— Exercise directions —
Every line of the data below that holds the string "Quartierszentrum" needs to be reported.

Collected data

────

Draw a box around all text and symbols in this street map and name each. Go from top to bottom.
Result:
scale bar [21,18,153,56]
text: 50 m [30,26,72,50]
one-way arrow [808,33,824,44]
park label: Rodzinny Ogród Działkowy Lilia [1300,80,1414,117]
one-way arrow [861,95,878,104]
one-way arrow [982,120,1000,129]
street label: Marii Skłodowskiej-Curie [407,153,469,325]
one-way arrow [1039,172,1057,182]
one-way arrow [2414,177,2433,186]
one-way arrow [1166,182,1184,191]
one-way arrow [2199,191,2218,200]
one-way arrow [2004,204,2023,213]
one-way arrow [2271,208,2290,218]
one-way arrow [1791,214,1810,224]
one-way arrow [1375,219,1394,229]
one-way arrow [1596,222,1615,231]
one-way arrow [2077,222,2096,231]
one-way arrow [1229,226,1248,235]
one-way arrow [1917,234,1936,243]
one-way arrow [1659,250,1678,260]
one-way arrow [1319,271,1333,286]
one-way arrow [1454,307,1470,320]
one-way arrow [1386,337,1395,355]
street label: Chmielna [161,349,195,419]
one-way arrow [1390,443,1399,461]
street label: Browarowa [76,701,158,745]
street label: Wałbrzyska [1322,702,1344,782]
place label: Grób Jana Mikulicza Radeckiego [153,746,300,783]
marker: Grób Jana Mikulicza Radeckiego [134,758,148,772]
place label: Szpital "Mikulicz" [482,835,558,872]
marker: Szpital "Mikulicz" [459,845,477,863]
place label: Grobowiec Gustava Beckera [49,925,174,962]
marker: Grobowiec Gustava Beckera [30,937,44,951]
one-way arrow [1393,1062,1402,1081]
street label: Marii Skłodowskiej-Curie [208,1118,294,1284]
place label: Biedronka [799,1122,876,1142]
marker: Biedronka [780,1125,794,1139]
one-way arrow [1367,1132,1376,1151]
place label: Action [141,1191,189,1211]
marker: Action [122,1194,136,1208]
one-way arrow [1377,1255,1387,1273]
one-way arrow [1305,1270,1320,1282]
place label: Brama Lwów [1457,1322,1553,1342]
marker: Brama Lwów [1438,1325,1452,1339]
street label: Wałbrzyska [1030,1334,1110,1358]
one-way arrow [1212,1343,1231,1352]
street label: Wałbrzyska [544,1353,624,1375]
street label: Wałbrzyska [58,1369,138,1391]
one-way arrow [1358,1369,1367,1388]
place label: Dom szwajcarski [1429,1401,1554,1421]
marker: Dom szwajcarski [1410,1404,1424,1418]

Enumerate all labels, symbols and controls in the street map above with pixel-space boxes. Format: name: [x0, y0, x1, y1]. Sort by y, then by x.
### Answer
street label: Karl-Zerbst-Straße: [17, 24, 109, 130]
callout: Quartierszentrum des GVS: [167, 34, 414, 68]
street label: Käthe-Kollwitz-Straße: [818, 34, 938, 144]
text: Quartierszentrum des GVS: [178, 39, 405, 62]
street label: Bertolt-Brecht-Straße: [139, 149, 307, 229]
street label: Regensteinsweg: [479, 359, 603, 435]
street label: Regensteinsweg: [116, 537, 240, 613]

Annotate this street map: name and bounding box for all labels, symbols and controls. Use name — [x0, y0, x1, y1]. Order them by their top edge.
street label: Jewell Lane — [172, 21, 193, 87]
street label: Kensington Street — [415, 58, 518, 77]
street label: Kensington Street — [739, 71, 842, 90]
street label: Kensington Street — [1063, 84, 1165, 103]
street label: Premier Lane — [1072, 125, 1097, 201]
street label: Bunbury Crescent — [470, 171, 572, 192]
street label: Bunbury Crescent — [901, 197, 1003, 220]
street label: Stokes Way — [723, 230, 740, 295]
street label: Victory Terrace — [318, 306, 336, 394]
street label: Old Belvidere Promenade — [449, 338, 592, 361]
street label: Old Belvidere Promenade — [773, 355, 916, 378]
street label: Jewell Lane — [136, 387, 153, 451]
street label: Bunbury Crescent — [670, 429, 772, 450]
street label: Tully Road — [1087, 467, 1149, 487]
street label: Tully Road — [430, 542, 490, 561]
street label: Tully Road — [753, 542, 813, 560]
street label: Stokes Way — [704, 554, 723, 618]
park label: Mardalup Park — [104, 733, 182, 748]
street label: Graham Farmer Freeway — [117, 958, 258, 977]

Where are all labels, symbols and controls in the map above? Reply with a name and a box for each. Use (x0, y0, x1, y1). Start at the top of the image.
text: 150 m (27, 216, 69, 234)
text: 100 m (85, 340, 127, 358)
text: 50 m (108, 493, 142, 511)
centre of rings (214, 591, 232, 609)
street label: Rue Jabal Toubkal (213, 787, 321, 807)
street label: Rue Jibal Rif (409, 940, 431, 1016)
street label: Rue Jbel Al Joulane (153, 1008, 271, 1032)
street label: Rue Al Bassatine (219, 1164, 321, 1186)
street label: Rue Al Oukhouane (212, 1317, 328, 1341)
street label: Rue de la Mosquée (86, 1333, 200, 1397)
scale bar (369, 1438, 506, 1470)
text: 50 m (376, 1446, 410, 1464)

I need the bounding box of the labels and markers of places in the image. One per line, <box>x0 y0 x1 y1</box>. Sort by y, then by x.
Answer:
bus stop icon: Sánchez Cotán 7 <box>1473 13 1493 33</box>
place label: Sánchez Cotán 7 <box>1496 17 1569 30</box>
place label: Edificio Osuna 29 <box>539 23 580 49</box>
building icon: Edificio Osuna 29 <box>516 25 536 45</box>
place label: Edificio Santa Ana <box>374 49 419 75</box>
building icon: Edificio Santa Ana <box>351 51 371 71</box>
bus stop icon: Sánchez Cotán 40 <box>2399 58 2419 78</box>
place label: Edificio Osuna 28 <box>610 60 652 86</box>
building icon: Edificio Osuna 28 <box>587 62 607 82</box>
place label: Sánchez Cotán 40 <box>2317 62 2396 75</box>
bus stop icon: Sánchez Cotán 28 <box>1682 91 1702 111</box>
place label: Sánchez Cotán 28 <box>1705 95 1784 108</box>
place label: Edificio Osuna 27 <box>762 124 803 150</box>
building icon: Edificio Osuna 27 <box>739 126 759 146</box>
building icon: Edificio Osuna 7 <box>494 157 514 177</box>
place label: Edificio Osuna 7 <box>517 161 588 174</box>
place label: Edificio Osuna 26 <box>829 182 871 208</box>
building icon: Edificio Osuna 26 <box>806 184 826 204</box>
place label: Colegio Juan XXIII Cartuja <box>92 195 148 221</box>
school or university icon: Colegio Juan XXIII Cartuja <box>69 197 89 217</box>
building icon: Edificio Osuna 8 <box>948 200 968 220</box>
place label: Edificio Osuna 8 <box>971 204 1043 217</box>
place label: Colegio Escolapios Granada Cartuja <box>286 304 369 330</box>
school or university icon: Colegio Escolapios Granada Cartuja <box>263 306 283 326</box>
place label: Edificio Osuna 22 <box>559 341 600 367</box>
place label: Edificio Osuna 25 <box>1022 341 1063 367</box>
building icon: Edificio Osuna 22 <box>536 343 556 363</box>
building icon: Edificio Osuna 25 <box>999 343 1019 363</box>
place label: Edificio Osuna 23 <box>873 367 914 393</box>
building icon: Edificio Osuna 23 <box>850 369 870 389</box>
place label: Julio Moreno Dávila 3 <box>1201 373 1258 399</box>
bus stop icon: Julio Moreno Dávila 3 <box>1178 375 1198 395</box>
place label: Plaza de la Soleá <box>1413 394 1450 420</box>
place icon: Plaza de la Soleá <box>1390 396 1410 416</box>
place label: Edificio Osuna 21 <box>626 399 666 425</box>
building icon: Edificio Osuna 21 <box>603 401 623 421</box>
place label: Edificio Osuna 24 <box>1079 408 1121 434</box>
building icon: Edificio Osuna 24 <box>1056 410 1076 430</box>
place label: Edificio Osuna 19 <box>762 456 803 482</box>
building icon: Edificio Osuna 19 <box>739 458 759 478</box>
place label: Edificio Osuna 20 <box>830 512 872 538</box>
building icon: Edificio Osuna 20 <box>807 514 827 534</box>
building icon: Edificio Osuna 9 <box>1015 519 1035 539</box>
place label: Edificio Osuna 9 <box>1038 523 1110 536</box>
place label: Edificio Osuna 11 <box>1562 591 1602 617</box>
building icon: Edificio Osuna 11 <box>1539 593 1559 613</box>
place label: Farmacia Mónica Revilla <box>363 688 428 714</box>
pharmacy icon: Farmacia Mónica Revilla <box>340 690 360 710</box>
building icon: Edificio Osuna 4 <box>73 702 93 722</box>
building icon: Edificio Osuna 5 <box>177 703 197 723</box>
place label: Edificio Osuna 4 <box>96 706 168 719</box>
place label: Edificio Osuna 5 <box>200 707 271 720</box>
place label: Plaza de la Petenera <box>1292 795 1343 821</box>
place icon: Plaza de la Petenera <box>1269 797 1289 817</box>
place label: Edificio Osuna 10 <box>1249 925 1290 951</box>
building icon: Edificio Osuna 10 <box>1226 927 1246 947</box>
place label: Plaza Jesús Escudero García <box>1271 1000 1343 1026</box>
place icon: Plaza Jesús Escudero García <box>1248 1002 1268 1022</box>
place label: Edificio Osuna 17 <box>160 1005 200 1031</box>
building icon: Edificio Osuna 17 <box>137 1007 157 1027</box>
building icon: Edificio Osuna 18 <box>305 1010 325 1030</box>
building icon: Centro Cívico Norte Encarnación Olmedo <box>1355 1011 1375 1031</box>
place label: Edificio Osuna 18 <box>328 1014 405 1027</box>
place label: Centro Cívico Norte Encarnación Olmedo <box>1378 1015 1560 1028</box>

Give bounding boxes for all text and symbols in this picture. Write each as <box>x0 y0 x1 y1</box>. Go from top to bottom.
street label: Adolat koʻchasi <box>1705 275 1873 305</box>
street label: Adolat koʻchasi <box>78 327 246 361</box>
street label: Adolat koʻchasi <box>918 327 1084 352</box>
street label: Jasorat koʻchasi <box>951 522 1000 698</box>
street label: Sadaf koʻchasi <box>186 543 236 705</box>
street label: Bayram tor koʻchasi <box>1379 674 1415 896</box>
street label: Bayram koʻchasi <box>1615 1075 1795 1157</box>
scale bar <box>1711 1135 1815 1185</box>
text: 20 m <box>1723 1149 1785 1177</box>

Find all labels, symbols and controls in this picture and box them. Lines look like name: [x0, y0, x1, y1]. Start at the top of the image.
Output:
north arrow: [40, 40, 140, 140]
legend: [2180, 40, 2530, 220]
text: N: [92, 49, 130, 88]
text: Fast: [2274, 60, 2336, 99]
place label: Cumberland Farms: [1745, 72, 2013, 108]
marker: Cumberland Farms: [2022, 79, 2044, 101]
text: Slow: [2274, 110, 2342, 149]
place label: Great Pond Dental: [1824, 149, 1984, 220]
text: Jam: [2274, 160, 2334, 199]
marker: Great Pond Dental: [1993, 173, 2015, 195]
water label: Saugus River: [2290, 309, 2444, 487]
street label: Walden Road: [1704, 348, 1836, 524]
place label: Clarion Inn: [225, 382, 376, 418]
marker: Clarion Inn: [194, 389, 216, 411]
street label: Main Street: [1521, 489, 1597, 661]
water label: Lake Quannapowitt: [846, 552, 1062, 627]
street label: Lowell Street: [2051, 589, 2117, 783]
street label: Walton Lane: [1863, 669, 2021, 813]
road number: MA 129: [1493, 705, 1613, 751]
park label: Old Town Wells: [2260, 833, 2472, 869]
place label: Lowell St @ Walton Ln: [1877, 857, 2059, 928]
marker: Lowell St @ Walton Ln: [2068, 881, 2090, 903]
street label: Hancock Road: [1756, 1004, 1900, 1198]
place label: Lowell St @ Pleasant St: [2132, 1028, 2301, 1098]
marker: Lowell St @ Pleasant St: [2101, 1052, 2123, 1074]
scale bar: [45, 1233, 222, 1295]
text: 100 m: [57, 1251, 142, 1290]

────

— Output below —
callout: Quartierszentrum des GVS: [167, 34, 414, 68]
text: Quartierszentrum des GVS: [178, 39, 405, 62]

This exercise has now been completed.